The wood of Calantica cerasifolia is used in construction.

== Description ==
Calantica cerasifolia is a tree species that can grow up to 25 m in height and 100 cm in diameter at breast height. The plant has pale bark. This species is notable for its large inflorescences, comprising numerous small flowers that are usually 5-7.5 mm in diameter, though occasionally reaching up to 10 mm. The perianth is typically pale or yellowish-green to whitish, with rare descriptions noting it as yellow-orange. The glands are yellow to orange, while the disk is pale green or yellow, turning reddish over time. The filaments are white, and the anthers vary in color from red to brown, yellow, or black. The flowers are often reported to have a pleasant scent.

== Taxonomy ==
Calantica cerasifolia is likely to be closely related to Calantica grandiflora, and potential hybrids are theorized to exist.

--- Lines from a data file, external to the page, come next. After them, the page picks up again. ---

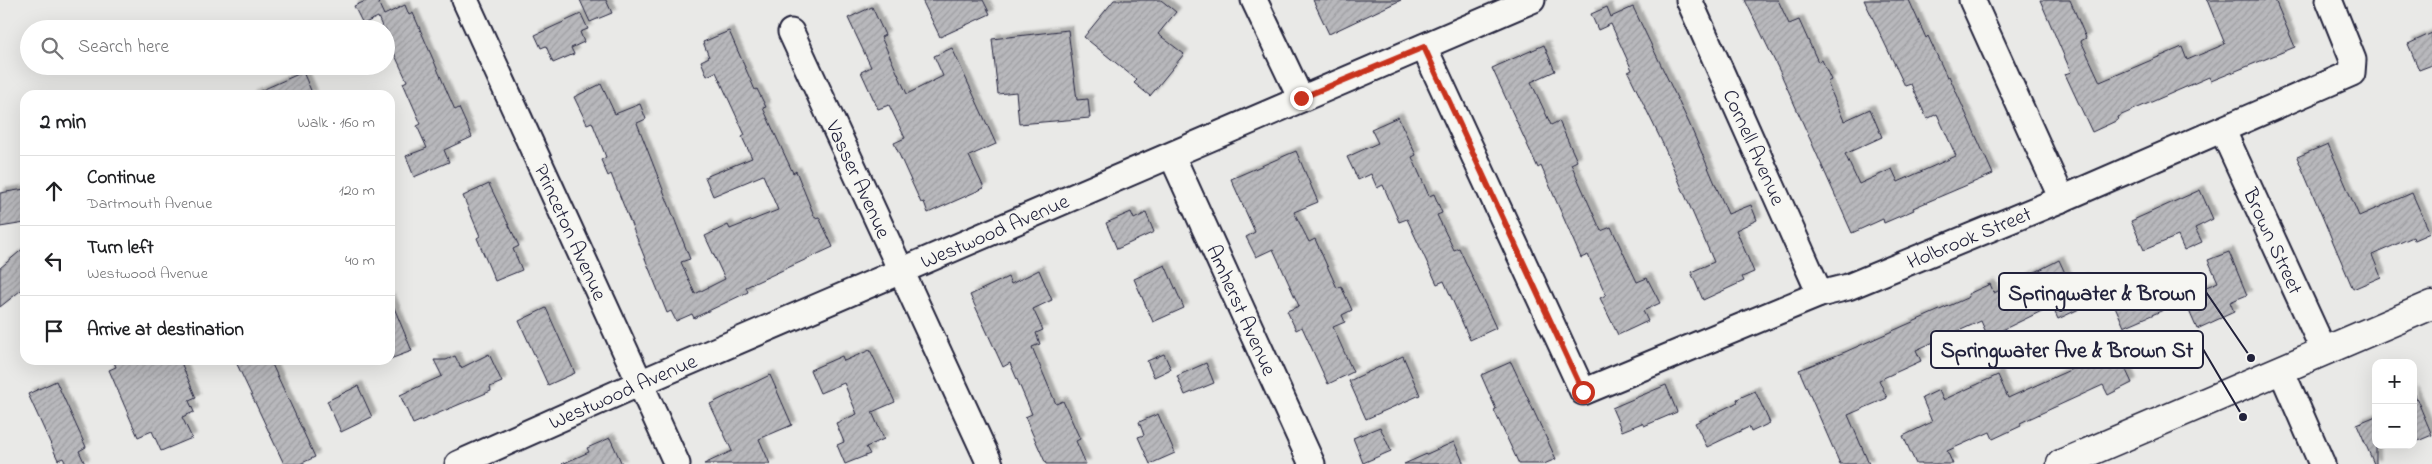 <!DOCTYPE html>
<html lang="en">
<head>
<meta charset="utf-8">
<style>
	:root { --surface:#fff; --page:#f6f6f6; --text:#202124; --muted:#757577; --line:#e0e0e0 }
	body { margin:0; font-family:"Indie Flower",sans-serif; background:var(--page); color:var(--text) }
	.controls { position:absolute; right:15px; bottom:15px; display:grid; overflow:hidden; border-radius:10px; box-shadow:0 5px 20px #0002 }
	.controls button { width:45px; height:45px; display:grid; place-items:center; padding:0; border:0; border-bottom:1px solid var(--line); background:var(--surface); color:var(--text); font:25px sans-serif }
	.stop { position:absolute; width:15px; height:15px; margin:-11px; border:4px solid #c8321e; border-radius:50%; background:#fff }
	.stop.end { background:#c8321e; border-color:#fff; box-shadow:0 1px 5px #0008 }
	.list { margin:0; padding:0; list-style:none }
	h2 { display:flex; justify-content:space-between; align-items:center; height:65px; margin:0; padding:0 20px; font-size:21px }
	h2 small { font-size:16px; font-weight:400; color:var(--muted) }
	.list li { display:grid; grid-template-columns:32px 1fr auto; gap:15px; align-items:center; box-sizing:border-box; height:70px; padding:0 20px; border-top:1px solid var(--line) }
	.list b { display:block; font-size:19px; white-space:nowrap }
	.list p { margin:0; font-size:16px; white-space:nowrap; color:var(--muted) }
	.list em { font-size:16px; font-style:normal; color:var(--muted) }
	.icon { flex:none; width:28px; height:28px; fill:none; stroke:currentColor; stroke-width:2; stroke-linecap:round; stroke-linejoin:round }
	.map { position:relative; flex:none; width:2432px; height:464px; overflow:hidden }
	.search { position:absolute; background:var(--surface); box-shadow:0 5px 20px #0002; left:20px; top:20px; width:375px; height:55px; display:flex; align-items:center; gap:12px; box-sizing:border-box; padding:0 18px; border-radius:28px; color:var(--muted); font-size:19px }
	.panel { position:absolute; background:var(--surface); box-shadow:0 5px 20px #0002; left:20px; top:90px; width:375px; height:275px; border-radius:15px }
	.map>svg:first-child { display:block }
	.building { fill:url(#building-hatch); stroke:#22223b; filter:url(#shadow) }
	.lines { fill:none; stroke-linecap:round; stroke-linejoin:round }
	.street-casing { stroke:#22223b; stroke-width:29 }
	.secondary-casing { stroke:#22223b; stroke-width:31 }
	.street { stroke:#f6f6f2; stroke-width:25 }
	.secondary { stroke:#f6f6f2; stroke-width:28 }
	.route { stroke:#c8321e; stroke-width:6 }
	.labels { text-anchor:middle; stroke-width:4; stroke-linejoin:round; paint-order:stroke }
	.street-label { font-size:21px; fill:#22223b; stroke:#f6f6f2 }
	.leader { fill:none; stroke:#22223b; stroke-width:2 }
	.callout-dot { fill:#22223b; stroke:#f6f6f2; stroke-width:2 }
	.callout { fill:#f6f6f2; stroke:#22223b; stroke-width:2 }
	.callout-label { font-size:22px; text-anchor:middle; font-weight:bold; fill:#22223b }
</style>
</head>
<body>
<div class="map">
<svg width="2432" height="464" viewBox="0 0 2432 464">
	<defs>
		<pattern id="building-hatch" width="6" height="6" patternUnits="userSpaceOnUse" patternTransform="scale(1.25)"><rect width="6" height="6" fill="#b8b8bc"/><path d="M-1 1l2-2M0 6l6-6M5 7l2-2" fill="none" stroke="#9e9ea2"/></pattern>
		<filter id="shadow"><feDropShadow dx="4.5" dy="-4.5" stdDeviation="1" flood-color="#0004"/></filter>
	</defs>
	<rect width="100%" height="100%" fill="#e9e9e7"/>
	<filter id="ink" filterUnits="userSpaceOnUse"><feTurbulence type="fractalNoise" baseFrequency=".02" numOctaves="2"/><feDisplacementMap in="SourceGraphic" scale="10" xChannelSelector="R" yChannelSelector="G"/><feConvolveMatrix kernelMatrix="1 2 1 2 8 2 1 2 1" color-interpolation-filters="sRGB"/></filter>
	<g filter="url(#ink)">
		<!-- building -->
		<path class="building" d="M 368,0 L 377,0 L 384,15 L 405,5 L 409,15 L 413,13 L 455,110 L 459,108 L 472,137 L 444,150 L 449,162 L 414,177 L 406,156 L 427,148 L 417,126 L 421,124 L 403,83 L 407,81 L 386,36 L 386,29 L 383,29 L 378,17 L 363,24 L 354,6 Z
			M 580,0 L 606,0 L 612,13 L 590,22 Z
			M 922,0 L 983,0 L 990,14 L 940,37 Z
			M 1114,0 L 1161,0 L 1176,12 L 1158,34 L 1184,54 L 1150,96 L 1134,83 L 1137,80 L 1084,37 Z
			M 1313,0 L 1401,0 L 1329,34 Z
			M 1745,0 L 1778,0 L 1789,24 L 1799,20 L 1818,62 L 1822,60 L 1831,80 L 1827,82 L 1844,121 L 1870,109 L 1882,137 L 1845,154 L 1859,184 L 1892,169 L 1898,182 L 1956,156 L 1937,114 L 1927,119 L 1911,84 L 1905,86 L 1864,0 L 1909,0 L 1926,38 L 1928,36 L 1947,77 L 1949,76 L 1993,174 L 1913,208 L 1914,210 L 1884,223 L 1883,219 L 1852,233 L 1780,72 Z
			M 2040,0 L 2070,0 L 2086,38 L 2081,41 L 2100,82 L 2182,47 L 2187,60 L 2225,44 L 2207,0 L 2275,0 L 2295,47 L 2211,81 L 2209,77 L 2117,117 L 2118,120 L 2092,132 L 2065,74 L 2071,72 Z
			M 872,7 L 885,35 L 881,37 L 907,94 L 943,76 L 934,56 L 952,48 L 996,144 L 969,156 L 984,188 L 928,213 L 924,202 L 921,203 L 894,143 L 905,138 L 889,105 L 878,109 L 861,72 L 871,67 L 848,18 Z
			M 1607,7 L 1611,17 L 1633,7 L 1689,123 L 1728,214 L 1751,205 L 1757,220 L 1736,230 L 1754,272 L 1742,277 L 1744,281 L 1703,300 L 1691,272 L 1714,262 L 1662,142 L 1628,72 L 1632,70 L 1611,24 L 1598,30 L 1591,14 Z
			M 581,14 L 588,29 L 580,32 L 584,42 L 571,48 L 574,54 L 553,63 L 546,46 L 541,48 L 535,35 Z
			M 1068,30 L 1077,100 L 1088,99 L 1090,118 L 1019,124 L 1016,92 L 998,94 L 992,39 Z
			M 729,31 L 755,90 L 757,89 L 766,107 L 763,108 L 793,173 L 796,171 L 815,218 L 819,217 L 833,247 L 746,287 L 748,292 L 702,314 L 694,318 L 692,314 L 676,321 L 671,311 L 667,313 L 611,174 L 608,176 L 601,160 L 606,157 L 592,122 L 587,124 L 574,97 L 601,84 L 615,114 L 640,104 L 646,119 L 637,123 L 690,259 L 681,262 L 695,294 L 725,279 L 705,236 L 728,225 L 730,229 L 778,210 L 763,175 L 713,196 L 705,177 L 752,158 L 742,137 L 745,135 L 716,72 L 707,76 L 701,61 L 709,57 L 703,42 Z
			M 2432,33 L 2432,65 L 2419,70 L 2408,44 Z
			M 1544,45 L 1555,71 L 1531,82 L 1551,125 L 1559,121 L 1577,161 L 1571,164 L 1601,231 L 1611,227 L 1637,282 L 1647,278 L 1660,303 L 1643,311 L 1648,321 L 1618,335 L 1600,298 L 1606,295 L 1588,255 L 1581,258 L 1541,166 L 1538,168 L 1492,68 Z
			M 303,72 L 313,95 L 251,95 Z
			M 1398,117 L 1416,155 L 1412,157 L 1429,196 L 1434,194 L 1442,213 L 1437,215 L 1454,250 L 1459,248 L 1496,328 L 1470,340 L 1444,281 L 1437,284 L 1407,219 L 1399,222 L 1383,185 L 1377,188 L 1371,174 L 1358,180 L 1347,157 L 1378,143 L 1371,129 Z
			M 2328,144 L 2359,216 L 2412,193 L 2430,233 L 2414,240 L 2413,237 L 2372,255 L 2381,277 L 2353,289 L 2297,157 Z
			M 1296,151 L 1318,202 L 1294,212 L 1309,242 L 1315,239 L 1337,288 L 1341,286 L 1352,310 L 1342,315 L 1345,322 L 1333,327 L 1353,372 L 1328,384 L 1302,327 L 1296,330 L 1287,311 L 1299,306 L 1273,249 L 1256,257 L 1246,237 L 1255,232 L 1231,179 Z
			M 489,184 L 519,246 L 513,249 L 522,270 L 495,281 L 477,238 L 480,236 L 463,196 Z
			M 25,189 L 25,223 L 0,227 L 0,193 Z
			M 2200,190 L 2213,219 L 2195,228 L 2202,242 L 2184,250 L 2178,236 L 2144,250 L 2131,221 Z
			M 1131,212 L 1134,219 L 1146,213 L 1154,232 L 1117,249 L 1106,223 Z
			M 25,247 L 25,287 L 0,307 L 0,268 Z
			M 2229,252 L 2247,295 L 2230,302 L 2234,312 L 2197,329 L 2183,297 L 2218,282 L 2208,260 Z
			M 2059,260 L 2070,284 L 2083,278 L 2094,302 L 2058,319 L 2052,306 L 1988,337 L 1981,321 L 1916,350 L 1921,361 L 1879,380 L 1887,398 L 1848,415 L 1869,464 L 1840,464 L 1799,370 L 1845,352 L 1969,297 L 1968,294 L 1990,284 L 1994,293 Z
			M 1165,265 L 1184,308 L 1153,322 L 1134,279 Z
			M 1039,270 L 1052,300 L 1033,309 L 1043,330 L 1036,333 L 1040,344 L 1032,347 L 1056,404 L 1063,401 L 1080,439 L 1076,441 L 1086,464 L 1046,464 L 1025,417 L 1032,414 L 1010,363 L 1003,367 L 970,295 L 1008,277 L 1011,284 Z
			M 2135,279 L 2141,294 L 2159,286 L 2168,308 L 2124,327 L 2108,290 Z
			M 390,298 L 412,351 L 390,359 Z
			M 546,308 L 575,373 L 548,385 L 519,321 Z
			M 2110,336 L 2132,383 L 2108,395 L 2103,385 L 2020,423 L 2021,426 L 1993,439 L 1990,432 L 1947,451 L 1953,464 L 1916,464 L 1903,436 L 1932,422 L 1922,398 L 1939,390 L 1943,400 L 1998,375 L 2008,398 L 2092,360 L 2086,347 Z
			M 870,350 L 895,402 L 872,412 L 884,439 L 866,447 L 870,454 L 845,464 L 837,445 L 844,442 L 836,423 L 857,414 L 844,383 L 820,393 L 810,370 L 842,356 L 844,361 Z
			M 489,354 L 502,382 L 490,387 L 491,391 L 413,424 L 400,395 L 442,376 L 434,360 L 446,360 L 455,356 L 461,368 Z
			M 1164,354 L 1171,369 L 1154,377 L 1147,361 Z
			M 1403,356 L 1420,395 L 1366,419 L 1349,381 Z
			M 113,360 L 180,360 L 196,398 L 189,401 L 194,412 L 182,417 L 192,438 L 161,451 L 152,431 L 138,437 L 109,370 L 116,367 Z
			M 235,360 L 270,360 L 315,457 L 300,464 L 284,464 Z
			M 1511,362 L 1556,459 L 1544,464 L 1519,464 L 1494,410 L 1496,409 L 1481,375 Z
			M 1206,363 L 1214,383 L 1185,395 L 1177,376 Z
			M 770,375 L 792,425 L 759,439 L 770,464 L 704,464 L 732,451 L 710,404 Z
			M 56,381 L 86,447 L 79,451 L 85,464 L 66,464 L 63,458 L 58,460 L 28,394 Z
			M 1666,385 L 1677,412 L 1644,426 L 1642,423 L 1622,431 L 1612,408 Z
			M 358,386 L 372,417 L 341,432 L 327,401 Z
			M 2413,390 L 2432,435 L 2413,443 Z
			M 1755,391 L 1770,423 L 1751,432 L 1749,427 L 1707,447 L 1695,423 L 1738,402 L 1737,399 Z
			M 1158,414 L 1175,453 L 1150,464 L 1138,437 L 1144,435 L 1139,422 Z
			M 2376,416 L 2376,464 L 2374,464 L 2357,424 Z
			M 1380,427 L 1391,451 L 1363,463 L 1353,438 Z
			M 610,438 L 622,464 L 562,464 L 589,452 L 587,448 Z
			M 1454,442 L 1464,464 L 1404,464 Z"/>
		<g class="lines">
			<!-- street casing -->
			<g class="street-casing">
				<g id="street">
					<path id="s1" d="M 465,0 L 677,464"/>
					<path d="M 1254,0 L 1301,99"/>
					<path id="s2" d="M 1689,0 L 1820,294"/>
					<path d="M 1972,0 L 2062,199"/>
					<path id="s3" d="M 791,32 L 990,464"/>
					<path id="s4" d="M 1424,47 L 1583,392 L 1820,294 L 1848,287 L 2062,199 L 2352,73 L 2353,60 L 2329,0"/>
					<path id="s5" d="M 2223,131 L 2324,351"/>
					<path id="s6" d="M 1172,156 L 1312,464"/>
					<path d="M 2281,370 L 2322,464"/>
					<path id="s7" d="M 458,464 L 640,383 L 1532,0"/>
				</g>
			</g>
			<!-- secondary casing -->
			<g class="secondary-casing">
				<path id="secondary" d="M 2061,464 L 2432,305"/>
			</g>
			<!-- street -->
			<use href="#street" class="street"/>
			<!-- secondary -->
			<use href="#secondary" class="secondary"/>
		</g>
	</g>
	<g class="lines" filter="url(#ink)">
		<!-- route -->
		<path class="route" d="M 1301,98 L 1424,47 L 1583,392"/>
	</g>
	<g class="labels">
		<!-- street labels -->
		<g class="street-label">
			<text dy="7" stroke="none"><textPath href="#s2" startOffset="161">Cornell Avenue</textPath></text>
			<text dy="7" stroke="none"><textPath href="#s3" startOffset="162">Vasser Avenue</textPath></text>
			<text dy="7" stroke="none"><textPath href="#s1" startOffset="255">Princeton Avenue</textPath></text>
			<text dy="7" stroke="none"><textPath href="#s7" startOffset="585">Westwood Avenue</textPath></text>
			<text dy="7" stroke="none"><textPath href="#s4" startOffset="796">Holbrook Street</textPath></text>
			<text dy="7" stroke="none"><textPath href="#s5" startOffset="121">Brown Street</textPath></text>
			<text dy="7" stroke="none"><textPath href="#s6" startOffset="169">Amherst Avenue</textPath></text>
			<text dy="7" stroke="none"><textPath href="#s7" startOffset="180">Westwood Avenue</textPath></text>
		</g>
	</g>
	<!-- callouts -->
	<path class="leader" d="M2251 358L2206 292M2243 417L2203 349"/>
	<g class="callout-dot">
		<circle cx="2251" cy="358" r="5"/>
		<circle cx="2243" cy="417" r="5"/>
	</g>
	<g class="callout">
		<rect x="1999" y="273" width="207" height="37" rx="5"/>
		<rect x="1931" y="331" width="272" height="37" rx="5"/>
	</g>
	<g class="callout-label">
		<text x="2102" y="300">Springwater &amp; Brown</text>
		<text x="2067" y="357">Springwater Ave &amp; Brown St</text>
	</g>
</svg>
<div class="controls">
<button>+</button>
<button>−</button>
</div>
<div class="stop" style="left:1583px;top:392px"></div>
<div class="stop end" style="left:1301px;top:98px"></div>
<div class="search"><svg class="icon" aria-label="search" viewBox="0 0 24 24"><circle cx="10" cy="10" r="6"/><path d="M15 15l6 6"/></svg>Search here</div>
<section class="panel">
<h2>2 min<small>Walk · 160 m</small></h2>
<ul class="list">
<li><svg class="icon" aria-label="ahead" viewBox="0 0 24 24"><path d="M12 20V5M6 11l6-6 6 6"/></svg><div><b>Continue</b><p>Dartmouth Avenue</p></div><em>120 m</em></li>
<li><svg class="icon" aria-label="left" viewBox="0 0 24 24"><path d="M17 20v-9H6M10 6l-5 5 5 5"/></svg><div><b>Turn left</b><p>Westwood Avenue</p></div><em>40 m</em></li>
<li><svg class="icon" aria-label="arrive" viewBox="0 0 24 24"><path d="M6 21V4h12l-3 4 3 4H6"/></svg><div><b>Arrive at destination</b></div></li>
</ul>
</section>
</div>
</body>
</html>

The original material of Blackwellia cerasifolia was cited by Étienne Pierre Ventenat in 1803 as “originaire de Madagascar; cultivé dans le Jardin Botanique de l’Isle de France, où le Célèbre Naturaliste Riche avoit cueilli l’exemplaire que je fais figurer.” In 1857, Louis René Tulasne reassigned the species as Calantica cerasifolia.

== Conservation status ==
Although it is listed as LC by the IUCN Red List, there are still threats that endanger the species. Threats include residential and commercial development, logging, agriculture and aquaculture, and fire and its suppression, which have been linked to a continuing decline in population.